1. Overview
In this tutorial, we’re going to learn how to compare two files, word by word, on the Linux command line. Linux already has a command, diff, that compares two files. However, it compares them line by line and can’t compare the words inside those lines.
Here, we are going to use another command, wdiff, that shows word differences between two files.
2. Using wdiff
wdiff doesn’t come pre-installed in Linux, so we need to install it:
$ sudo apt install wdiff
After the installation is finished, we might want to make sure it’s installed:
$ wdiff --version
wdiff (GNU wdiff) 1.2.2
Copyright (C) 1992, 1997, 1998, 1999, 2009, 2010, 2011, 2012 Free Software
Foundation, Inc.
This is free software; see the source for copying conditions. There is NO
warranty; not even for MERCHANTABILITY or FITNESS FOR A PARTICULAR PURPOSE.
Written by Franc,ois Pinard <[email protected]>.
Now let’s assume we have two text files, first.txt and second.txt. We can use cat to output their content:
$ cat first.txt
the quick brown fox jumps over the lazy dog
the woman snores and her husband wakes up
the sky is blue
$ cat second.txt
The quick yellow fox jumps over the sleeping dog
The man snores and his wife wakes up
It's raining
Now we run wdiff to see the differences:
$ wdiff first.txt second.txt
[-the-]{+The+} quick [-brown-] {+yellow+} fox jumps over the [-lazy-] {+sleeping+} dog
[-the woman-]
{+The man+} snores and [-her husband-] {+his wife+} wakes up
[-the sky is blue-]
{+It's raining+}
wdiff tells us what words we need to change in the first file, so it matches the second file. The square brackets ‘[-word-]’ refer to the words we need to remove from the first file, and the curly brackets ‘{++}’ refer to the words we need to add to the first file.
3. Filtering the Output
If we add the option -1, the output will not contain the words we need to remove from the first file:
$ wdiff -1 first.txt second.txt
{+The+} quick {+yellow+} fox jumps over the {+sleeping+} dog
{+The man+} snores and {+his wife+} wakes up
{+It's raining+}
Notice that the output does not include the square brackets now.
If we add -2, the output will not contain the words we need to add to the first file:
$ wdiff -2 first.txt second.txt
[-the-] quick [-brown-] fox jumps over the [-lazy-] dog
[-the woman-] snores and [-her husband-] wakes up
[-the sky is blue-]
Finally, if we add -3, the output will not include the words that are in common between the two files:
$ wdiff -3 first.txt second.txt
======================================================================
[-the-]{+The+}
======================================================================
[-brown-] {+yellow+}
======================================================================
[-lazy-] {+sleeping+}
======================================================================
[-the woman-]
{+The man+}
======================================================================
[-her husband-] {+his wife+}
======================================================================
[-the sky is blue-]
{+It's raining+}
======================================================================
4. Ignore Case
wdiff is case-sensitive by default.

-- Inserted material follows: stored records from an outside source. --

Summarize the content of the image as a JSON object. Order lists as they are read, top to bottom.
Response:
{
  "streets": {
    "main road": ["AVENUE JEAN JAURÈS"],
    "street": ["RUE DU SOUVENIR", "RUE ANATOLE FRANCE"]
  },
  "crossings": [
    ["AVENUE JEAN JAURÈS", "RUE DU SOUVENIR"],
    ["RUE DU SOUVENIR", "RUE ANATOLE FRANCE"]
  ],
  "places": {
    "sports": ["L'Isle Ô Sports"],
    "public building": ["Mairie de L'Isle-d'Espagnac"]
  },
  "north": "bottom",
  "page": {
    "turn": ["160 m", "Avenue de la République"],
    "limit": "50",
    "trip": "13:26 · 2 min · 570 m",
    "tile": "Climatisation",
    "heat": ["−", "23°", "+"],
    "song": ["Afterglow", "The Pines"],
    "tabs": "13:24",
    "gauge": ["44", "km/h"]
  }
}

To make it case-insensitive, we can add the option –ignore-case:
$ wdiff --ignore-case first.txt second.txt
The quick [-brown-] {+yellow+} fox jumps over the [-lazy-] {+sleeping+} dog
The [-woman-] {+man+} snores and [-her husband-] {+his wife+} wakes up
[-the sky is blue-]
{+It's raining+}
We can see that the output doesn’t include the same words with different capitalizations.
5. Colorizing the Output
Reading the output of wdiff can be difficult for the average user. However, there is a package, colordiff, that colorizes the output of wdiff and makes it easier to understand. Linux does not have colordiff by default. Therefore, we need to install it:
$ sudo apt install colordiff
After the installation is finished, we can pipe the output of wdiff to colordiff:
The words that are printed in red are the words that we need to remove from the first file, and the words that are printed in green are the words that we need to add to the first file.
6. Conclusion
To sum up, by using wdiff, we can see word differences between the two files. We can add different options to filter the output, and we can also pipe the output of wdiff to another command, colordiff, to make it easier to read and understand.